Muhterem hocamızın gerek
muhârebe ve gerek siyâset sâhalarında büyük
hizmetleri vardır. Aydın muhârebesinden sonra Yunan mezâlimini İstanbul
hükûmetine ve Îtilaf devletleri mümessillerine anlatmak üzere umum
halkın mümessili olarak Aydın Belediye Reisi Reşat Beyle birlikte Rodos
tarikiyle İstanbul'a gitmesi ve beynelmilel bir tahkik heyetinin
gelmesine ve lehimizde rapor verilmesine dâir büyük hizmetlerine paha
biçilmez, takdir ve tebcîl-i vecîbedir."
Es'ad Hoca Birinci Türkiye
Büyük Millet Meclisine Aydın mebûsu olarak
seçildi. İkinci devrede ise, Menteşe (Muğla) Mebûsu oldu. O
gerçekleştirilmesi için üç sene milletçe yekvücut bir halde ve
fedâkârca çalışılan Mîsâk-ı Millî'nin tescil ettirilmesini cânu
gönülden arzuluyordu. Ancak Lozan heyetinin bu gâyeden uzak
faâliyetlerini görünce, şiddetli tenkitlerde bulundu. Mecliste
muâhedeye red anlamına gelen kırmızı oy verdi. Bilhassa Batı Trakya
Türklerinin mukaddesâtı üzerindeki tâvizkâr politikayı tenkîd eden
Es'ad Hoca, yaptığı konuşmada; "Ben Yunan palikaryalarını bilirim.
Onlara teslim ettiğiniz Türklerden birgün gelecek; bir torba kemik bile
alamayacaksınız." dedikten sonra, Mora veGirid gibi yerlerde bunun
misâllerini nakletti.
Es'ad Hocanın, Kurtuluş
Savaşı devresinde kaleme aldığı broşüründen
başka birkaç küçük kitabı daha vardır.

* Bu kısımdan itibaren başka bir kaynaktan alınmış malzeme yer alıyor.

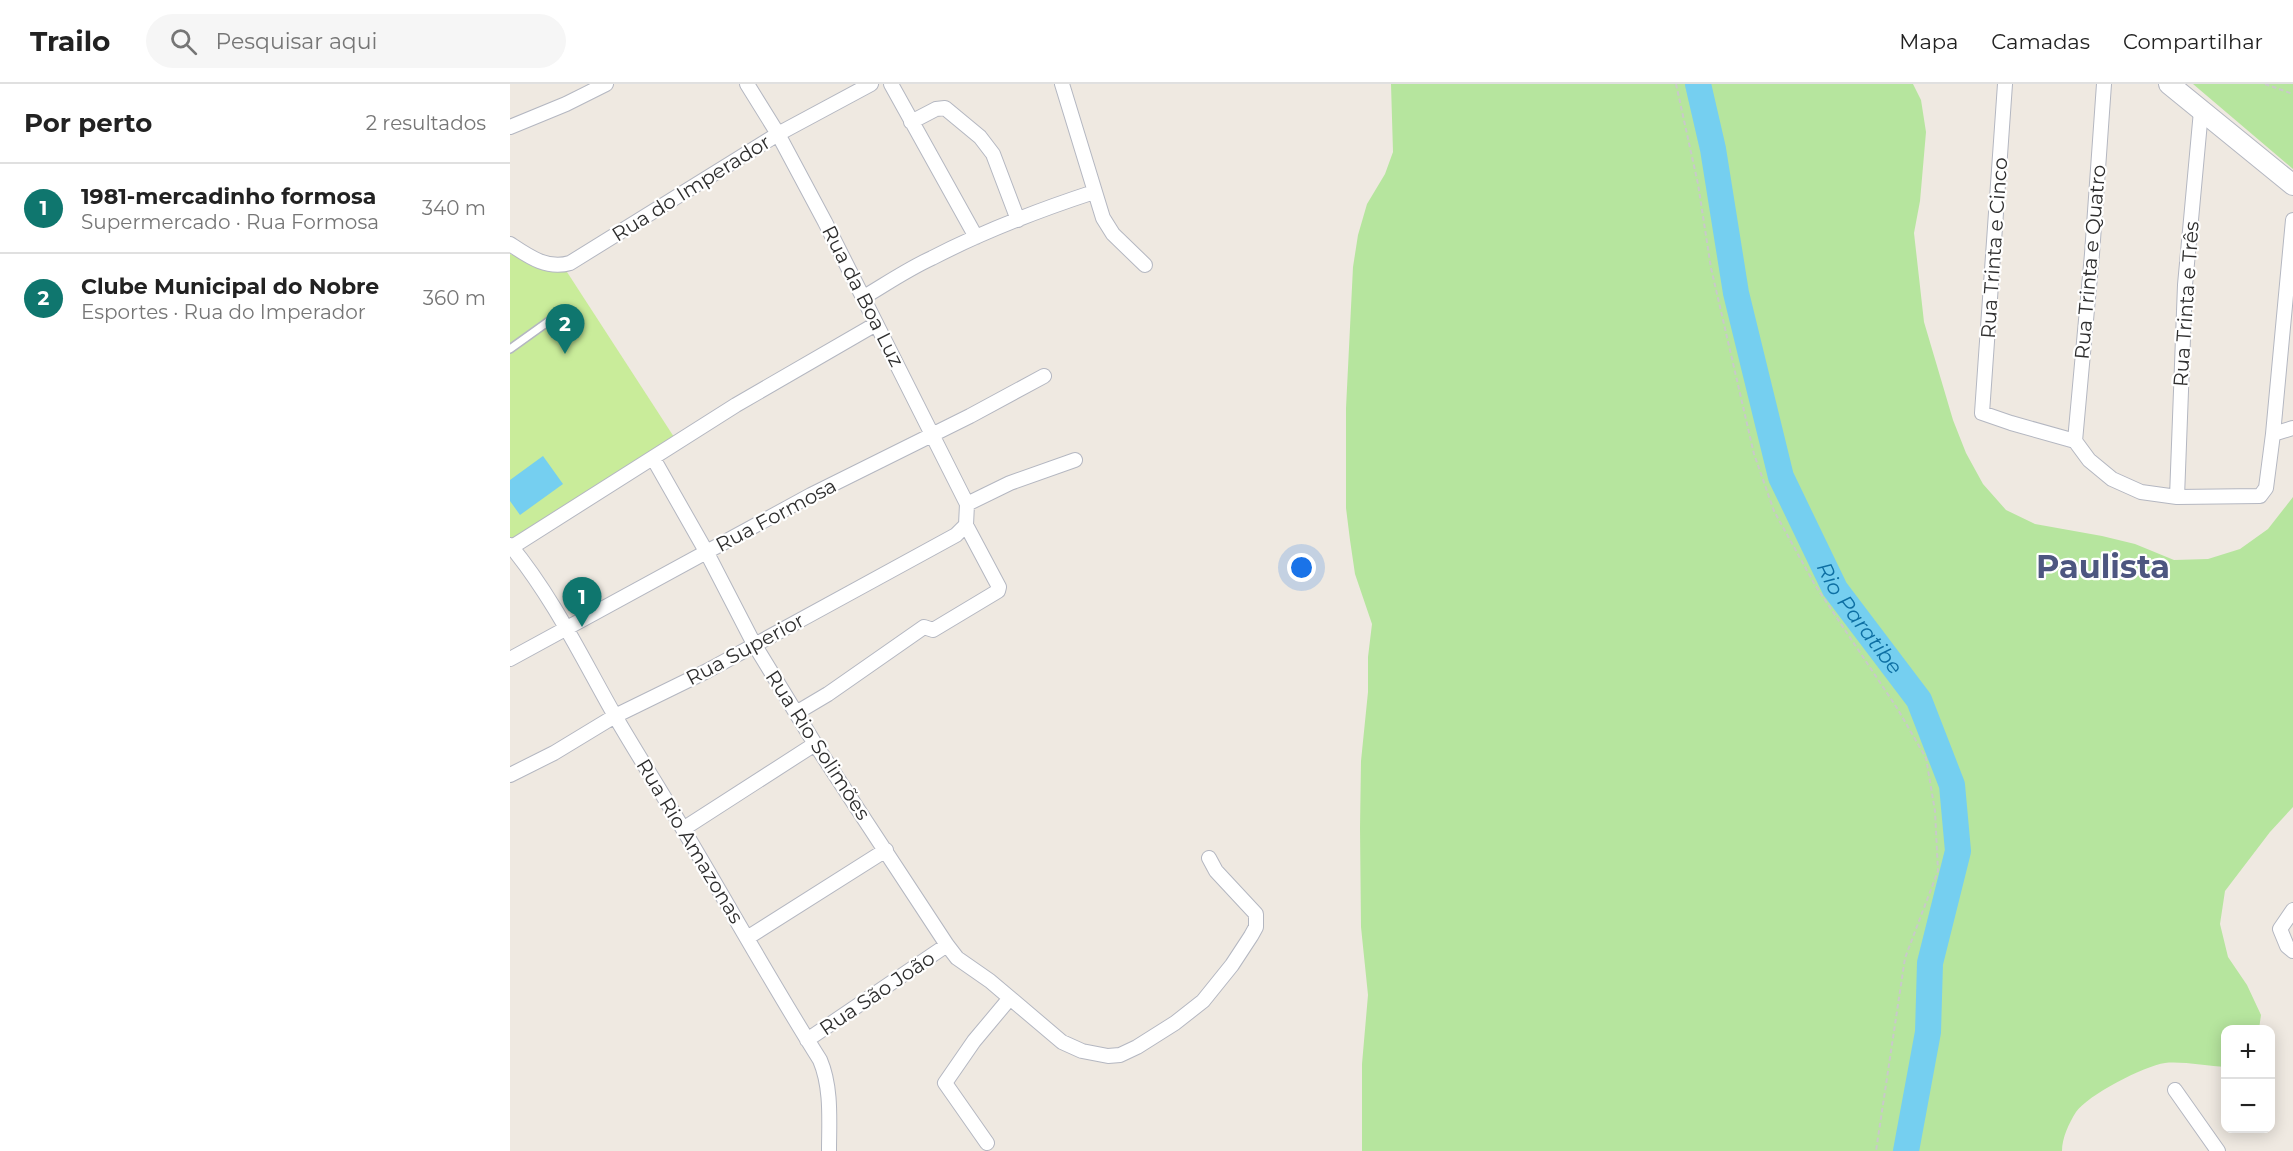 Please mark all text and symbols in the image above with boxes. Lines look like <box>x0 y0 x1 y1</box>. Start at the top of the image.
search box <box>146 14 566 68</box>
text: Trailo <box>30 24 110 58</box>
icon: search <box>167 25 200 58</box>
text: Pesquisar aqui <box>215 28 377 55</box>
text: Mapa <box>1899 29 1958 54</box>
text: Camadas <box>1991 29 2090 54</box>
text: Compartilhar <box>2123 29 2263 54</box>
text: Por perto <box>24 107 152 139</box>
text: 2 resultados <box>366 111 486 135</box>
street label: Rua do Imperador <box>607 130 775 246</box>
street label: Rua Trinta e Cinco <box>1976 157 2012 339</box>
street label: Rua Trinta e Quatro <box>2070 164 2110 360</box>
text: 1981-mercadinho formosa <box>81 183 376 210</box>
text: 1 <box>40 196 47 220</box>
text: 340 m <box>422 196 486 220</box>
text: Supermercado · Rua Formosa <box>81 210 379 234</box>
street label: Rua Trinta e Três <box>2168 220 2204 388</box>
street label: Rua da Boa Luz <box>817 221 909 371</box>
text: Clube Municipal do Nobre <box>81 273 379 300</box>
text: 2 <box>38 286 49 310</box>
text: 360 m <box>423 286 486 310</box>
text: Esportes · Rua do Imperador <box>81 300 366 324</box>
pin: 2 <box>546 304 584 354</box>
street label: Rua Formosa <box>712 473 840 557</box>
district label: Paulista <box>2036 547 2170 586</box>
your location <box>1287 553 1316 582</box>
water label: Rio Paratibe <box>1812 558 1908 679</box>
pin: 1 <box>562 578 602 627</box>
street label: Rua Superior <box>682 608 808 690</box>
street label: Rua Rio Solimões <box>761 666 876 825</box>
street label: Rua Rio Amazonas <box>631 754 749 928</box>
street label: Rua São João <box>815 946 939 1040</box>
map controls <box>2221 1025 2275 1133</box>
button: + <box>2221 1025 2275 1079</box>
button: − <box>2221 1079 2275 1133</box> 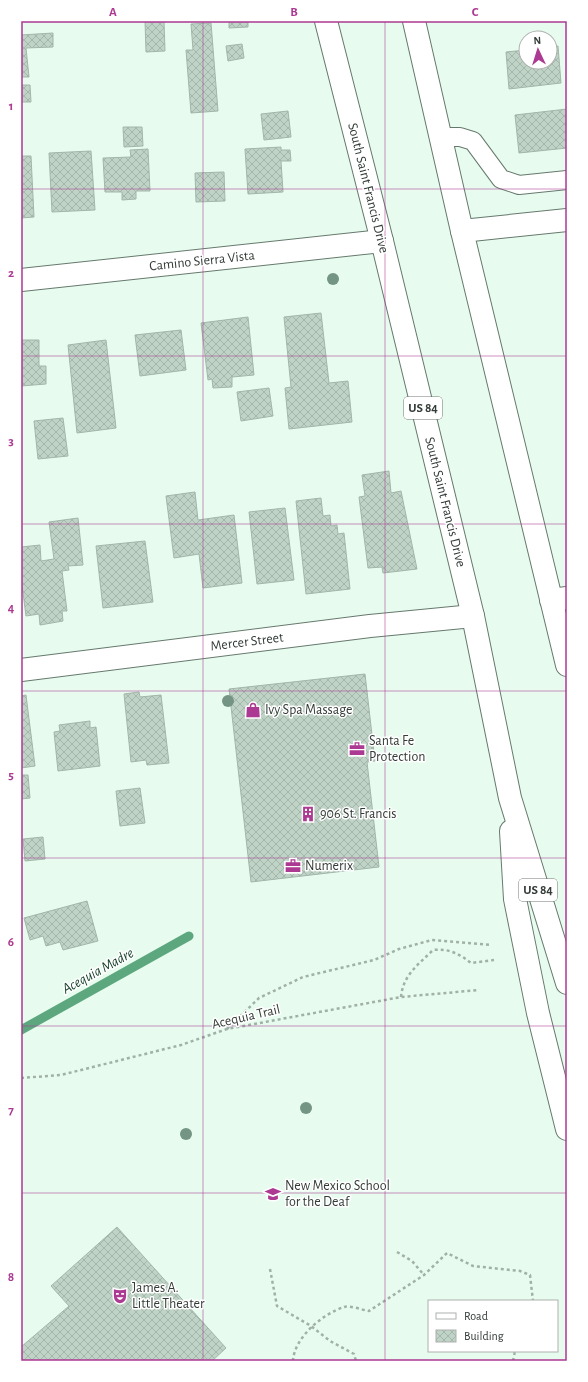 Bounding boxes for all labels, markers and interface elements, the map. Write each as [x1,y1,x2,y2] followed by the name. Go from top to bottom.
[109,6,117,19] text: A
[290,6,298,19] text: B
[472,6,479,19] text: C
[518,30,558,70] north arrow
[533,35,542,46] text: N
[9,100,13,113] text: 1
[345,122,391,254] street label: South Saint Francis Drive
[148,248,256,274] street label: Camino Sierra Vista
[8,267,14,280] text: 2
[404,397,442,419] road number: US 84
[8,435,14,448] text: 3
[422,436,468,568] street label: South Saint Francis Drive
[8,602,15,615] text: 4
[210,631,285,653] street label: Mercer Street
[244,701,262,719] shop icon: Ivy Spa Massage
[265,703,353,717] place label: Ivy Spa Massage
[369,734,425,764] place label: Santa Fe Protection
[348,740,366,758] office icon: Santa Fe Protection
[8,769,14,782] text: 5
[299,805,317,823] building icon: 906 St. Francis
[320,807,396,821] place label: 906 St. Francis
[284,857,302,875] office icon: Numerix
[305,859,353,873] place label: Numerix
[519,879,557,901] road number: US 84
[8,936,14,949] text: 6
[59,945,137,997] water label: Acequia Madre
[210,1002,282,1032] street label: Acequia Trail
[8,1104,14,1117] text: 7
[285,1179,390,1209] place label: New Mexico School for the Deaf
[264,1185,282,1203] school or university icon: New Mexico School for the Deaf
[8,1271,14,1284] text: 8
[132,1281,205,1311] place label: James A. Little Theater
[111,1287,129,1305] theatre icon: James A. Little Theater
[428,1300,558,1352] legend
[464,1310,488,1322] text: Road
[464,1330,504,1342] text: Building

Bunlar: Ah Aydın (Şiir
şeklinde beyannâme), Verin Zavallılara ve Hilâl-i Ahmer'dir.
Soyadı kanununun çıkmasından
sonra "İleri" soyadını alan Esad Hoca,
1927'den sonra meclise girmeyerek İzmir'in Torbalı kazâsına yerleşti.
Burada bir kenara çekilerek ibâdet ve zikirle münzevî bir hayat yaşadı.
Zaman zaman İzmir'in muhtelif câmilerinde halka vâzlar vererek dînî
duygularını kuvvetlendirmeye çalıştı. Onlara devamlı olarak çocuklarına
din bilgilerini vermeleri için nasihatlar ederdi. 15 Nisan 1957
târihinde İzmir'in Kestane Pazarı Câmisinde vâz vermeye giderken
geçirdiği trafik kazâsı sonucu vefât etti.